As parents, our first impulse is to shield and protect our kids from news they see or read. After all, it is our job to keep them safe. However, it is also our job to help our kids understand what is happening in the world around them so they can become compassionate and well-rounded individuals. This can cause us to ask some hard questions about the impact negative news has on our children and how kids process what they encounter.
How Does the News Affect Our Kids’ Emotions?
Research, hailing from Common Sense Media, found that almost two-thirds of our kids admit to feeling depressed, afraid, or angry after seeing the news. Those numbers are eye-opening, but the same study also found that our tweens and younger teens are more likely to report feelings of fear than their older counterparts. This could be for several reasons, but it primarily is due to the fact that they aren’t able to comprehend or make sense of everything they read or see.
There is hope, however. Out of the kids who were questioned, 70 percent of them acknowledged that they felt smarter after hearing, reading, or viewing the news. Allowing our kids access to current events and world issues is enlightening and empowering. It allows them to look past their own backyards and see the bigger picture. If a child feels more confident or informed after watching the news, we should continue allowing them access to age-appropriate materials.
5 Ways To Help Our Children Process Today’s News
Listed below are 5 tips for helping our kids make sense of the world around them:
Teach them how to determine real news. In a world that is overflowing with fake news, this can be a difficult task- especially when social media is involved. So, it should come as no surprise that in the past 6 months, approximately one-third of our kids have shared news stories online and found out later that was false. It is important they know how to find reliable news sources, check facts, and question what is being reported. Far too often, fake news is designed to only cause alarm and strong emotion. As parents, that is the last thing we want.
Develop trust within our families. The previous study also unearthed that kids are more likely to trust news heard from family members. More often than not, children will believe family over teachers, news outlets, and even their peers. We want informed kids, so it is essential we communicate regularly with them about events happening in the world. As an added bonus, we can help diffuse any fears or concerns they have.
Look for kid centered media and news outlets. Far too often, news programs and articles are geared to adults. This can leave children confused and left out of the loop. In fact, 70 percent of our children feel the media is clueless when it comes to understanding them. This is especially true for minorities and underrepresented social groups. We need to find kid friendly reliable news outlets like CNN Student News or Smithsonian’s Tween Tribune.

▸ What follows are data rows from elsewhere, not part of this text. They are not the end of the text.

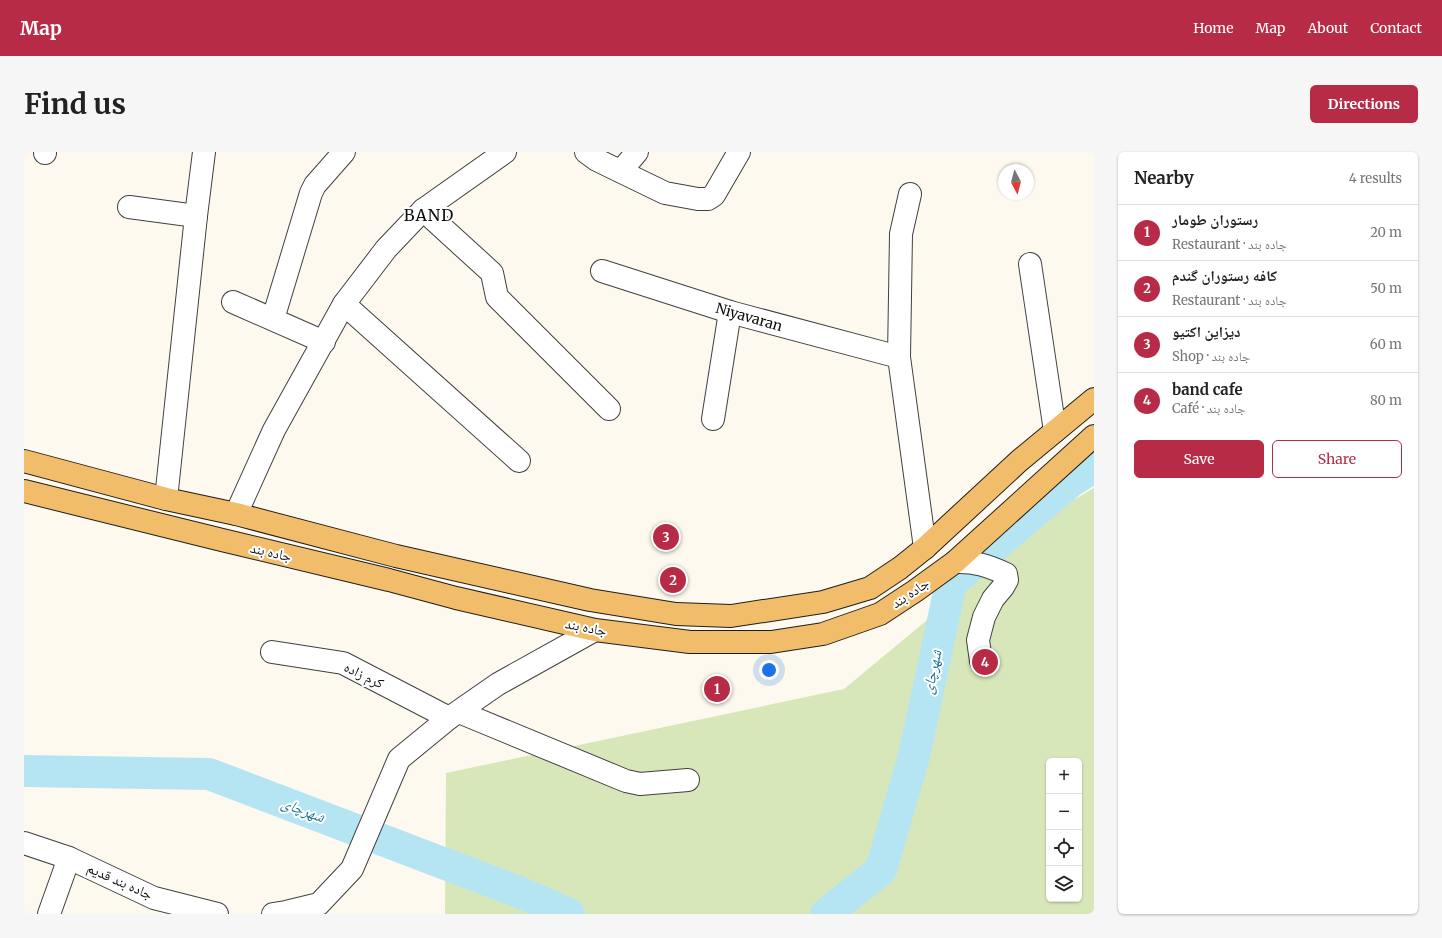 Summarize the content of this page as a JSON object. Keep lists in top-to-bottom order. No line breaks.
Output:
{"streets":{"main road":["جاده بند"],"street":["Niyavaran","کرم زاده","جاده بند قدیم"]},"districts":["BAND"],"water":["شهرچای"],"north":"bottom","page":{"header":"Map","nav":["Home","Map","About","Contact"],"buttons":["Directions",["Save","Share"]],"title":"Find us","heading":["Nearby","4 results"],"list":[{"mark":"1","name":"رستوران طومار","note":"Restaurant · جاده بند","value":"20 m"},{"mark":"2","name":"کافه رستوران گندم","note":"Restaurant · جاده بند","value":"50 m"},{"mark":"3","name":"دیزاین اکتیو","note":"Shop · جاده بند","value":"60 m"},{"mark":"4","name":"band cafe","note":"Café · جاده بند","value":"80 m"}],"pins":["3","2","4","1"],"map_buttons":["+","−"]}} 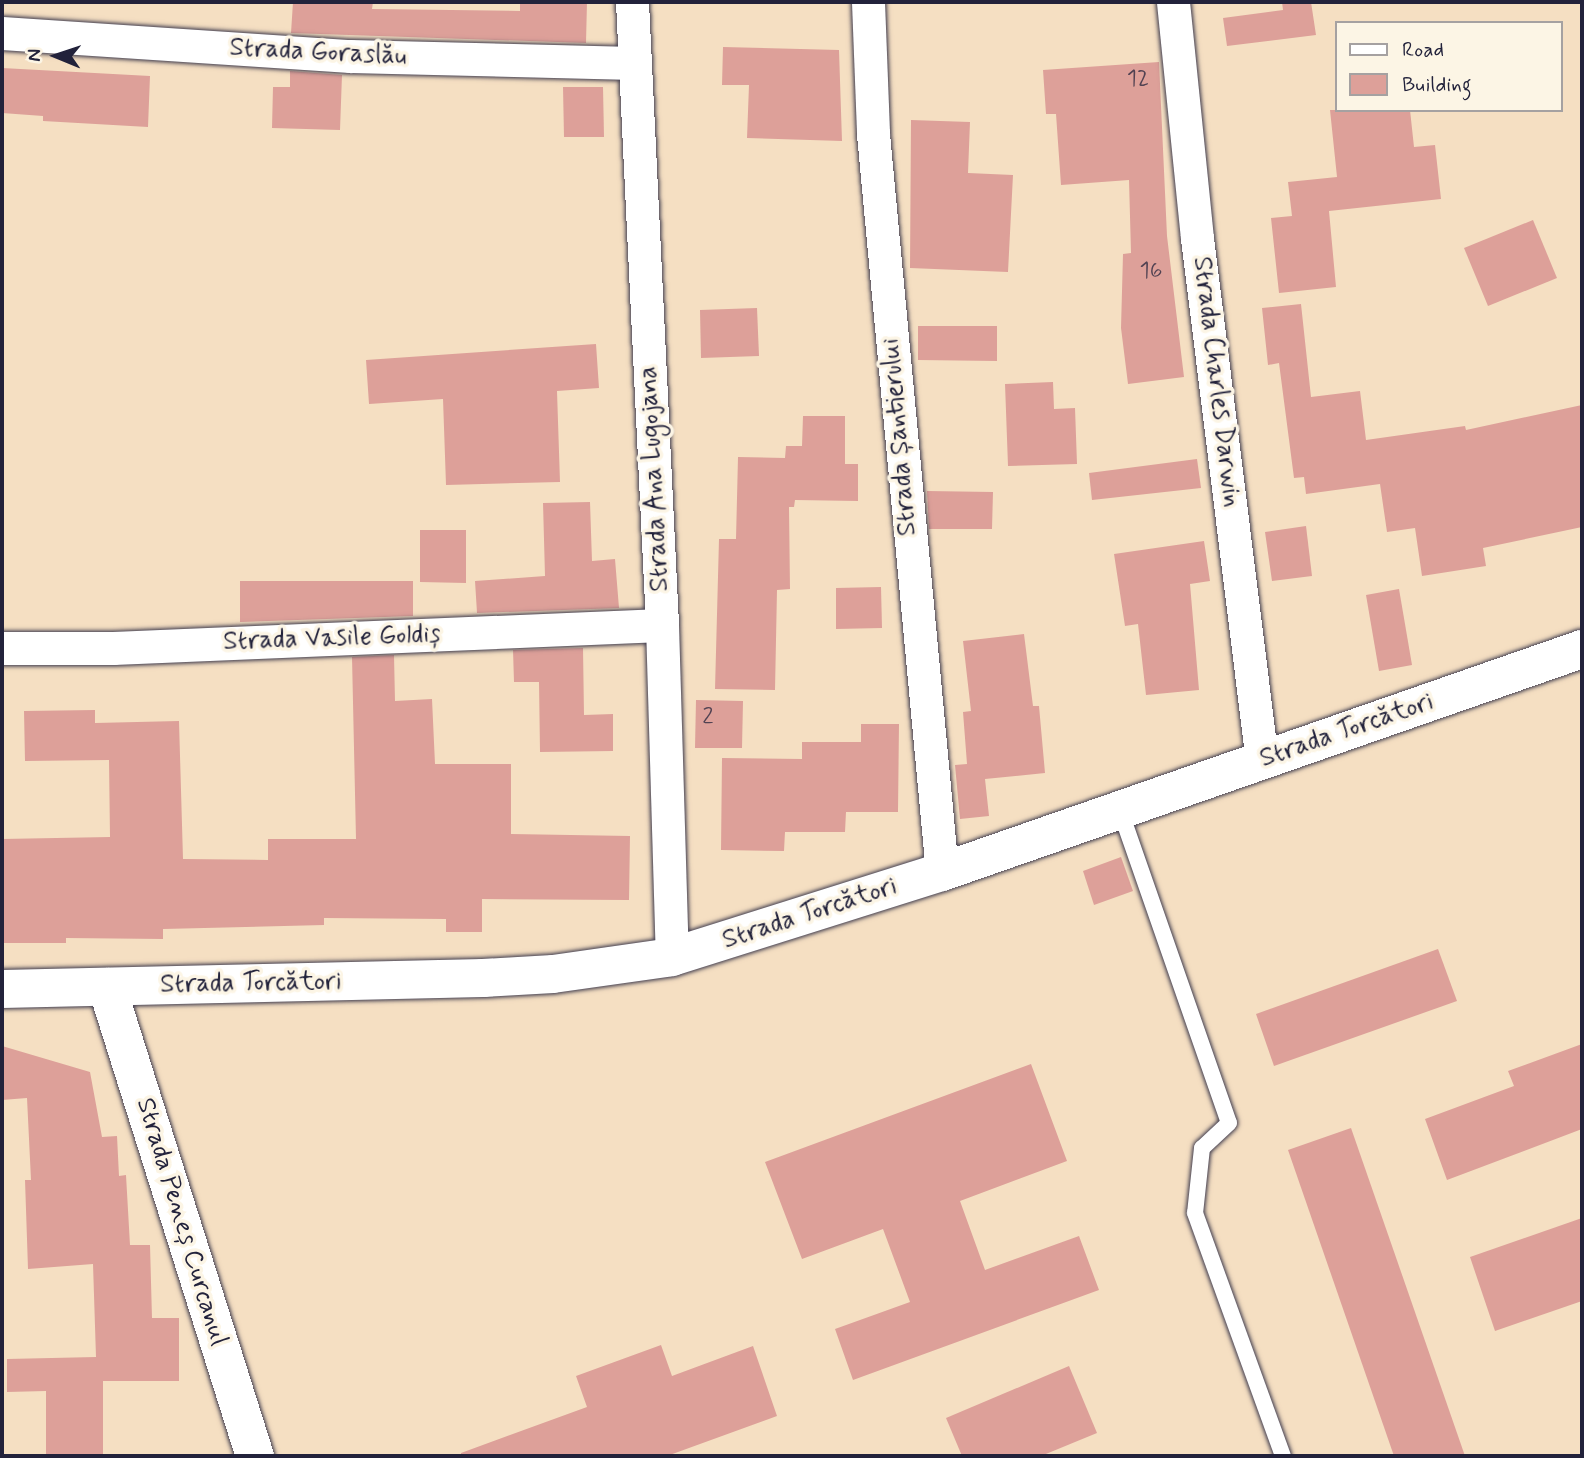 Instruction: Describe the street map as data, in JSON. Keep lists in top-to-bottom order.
{
  "streets": {
    "street": [
      "Strada Goraslău",
      "Strada Charles Darwin",
      "Strada Șantierului",
      "Strada Ana Lugojana",
      "Strada Vasile Goldiș",
      "Strada Torcători",
      "Strada Peneș Curcanul"
    ]
  },
  "crossings": [
    ["Strada Goraslău", "Strada Ana Lugojana"],
    ["Strada Charles Darwin", "Strada Torcători"],
    ["Strada Șantierului", "Strada Torcători"],
    ["Strada Ana Lugojana", "Strada Vasile Goldiș"],
    ["Strada Ana Lugojana", "Strada Torcători"],
    ["Strada Torcători", "Strada Peneș Curcanul"]
  ],
  "house_numbers": ["12", "16", "2"],
  "legend": ["Road", "Building"],
  "north": "left"
} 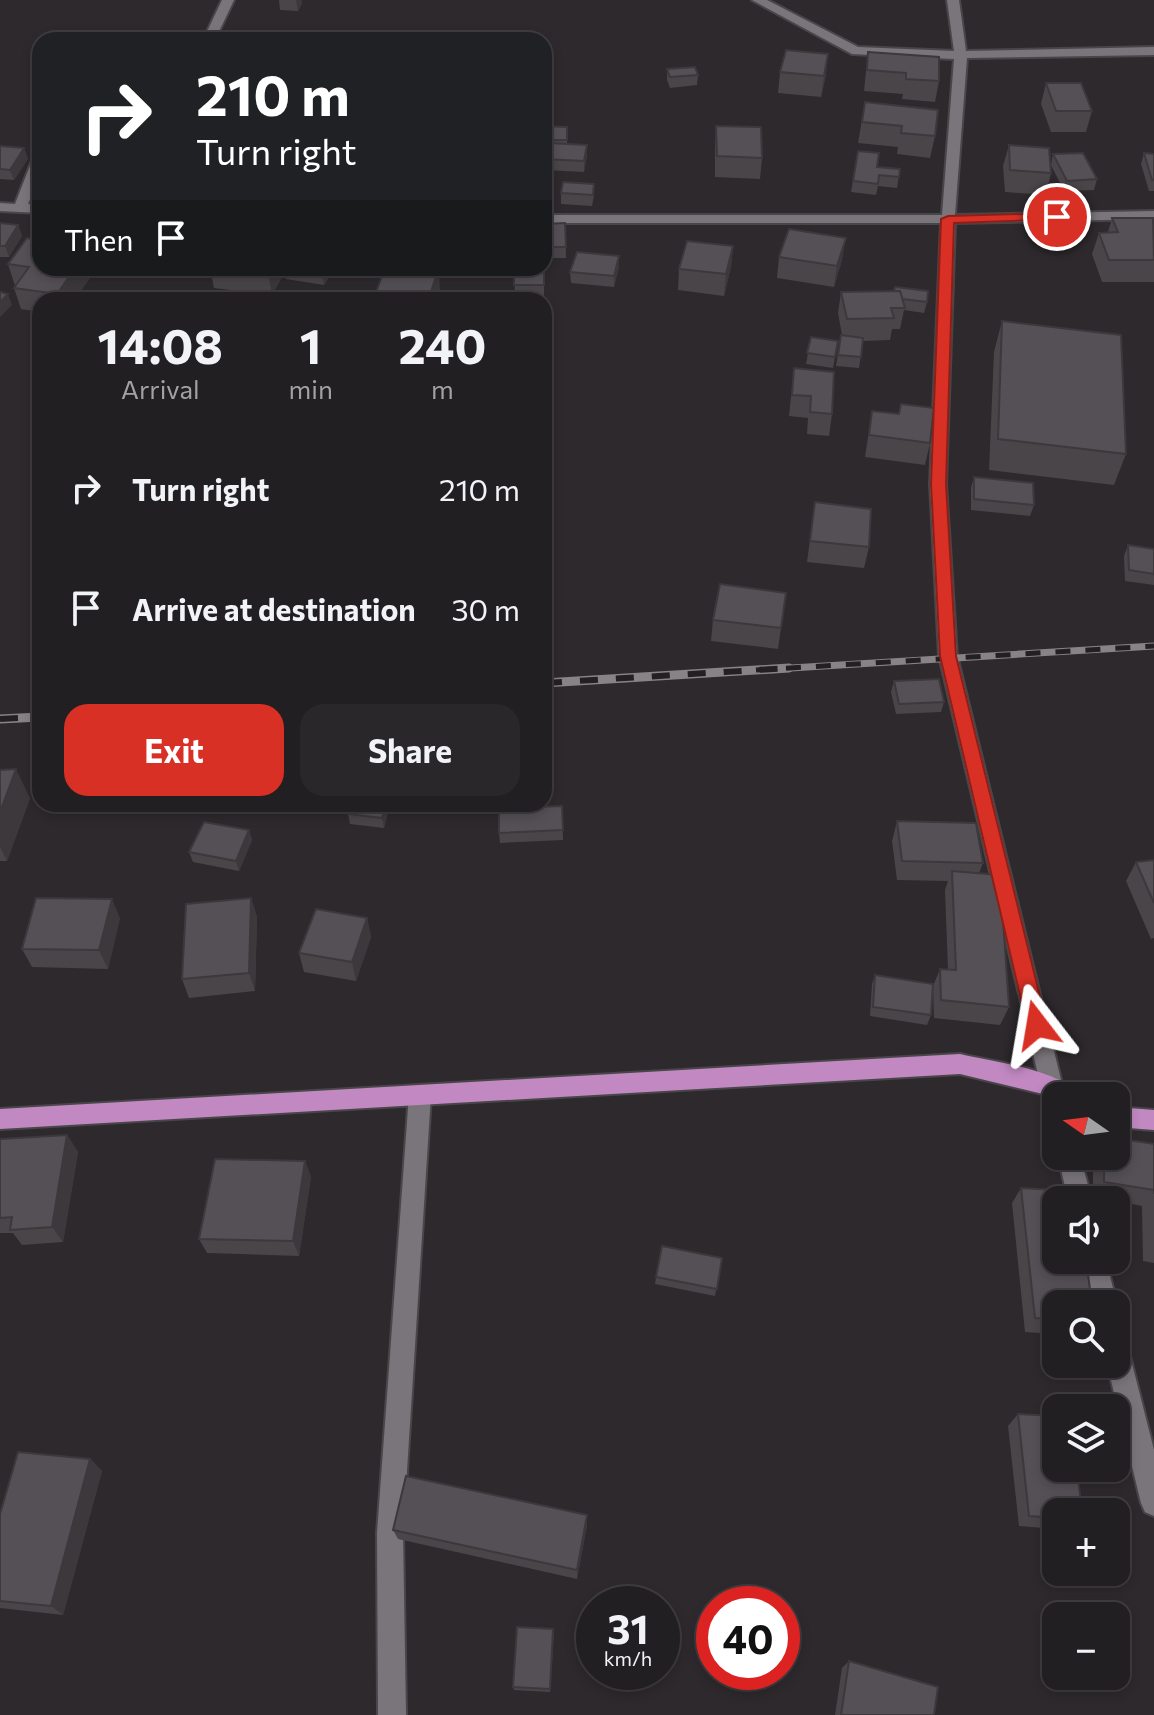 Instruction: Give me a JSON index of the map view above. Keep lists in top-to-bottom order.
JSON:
{
  "north": "left",
  "page": {
    "turn": ["210 m", "Turn right"],
    "then": "Then",
    "eta": [
      "14:08",
      "Arrival",
      "1",
      "min",
      "240",
      "m"
    ],
    "list": [
      {
        "name": "Turn right",
        "value": "210 m"
      },
      {
        "name": "Arrive at destination",
        "value": "30 m"
      }
    ],
    "buttons": ["Exit", "Share"],
    "map_buttons": ["+", "−"],
    "speed": "31 km/h",
    "limit": "40"
  }
}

Help children understand the news. Kids want to be informed and current with their news facts. However, far too often the news being reported goes above their heads with large words and complicated concepts. We need to take the time to explain topics they find relevant and help them understand the big picture. Many of our youngsters are happy with simple details that give a broad overview of the topic. As they age, you can delve further into the topics to fit their maturity and understanding levels.
Make them feel safe. It’s easy for kids to feel anxiety and fear when they hear the news. We need to let children know they can talk about their feelings with us in a safe environment. Let them know that you are available to answer questions and discuss their thoughts. This will help alleviate any fears, remind them that we are a safe place to fall, and help them become well-informed individuals.
How do you handle news and media with your children?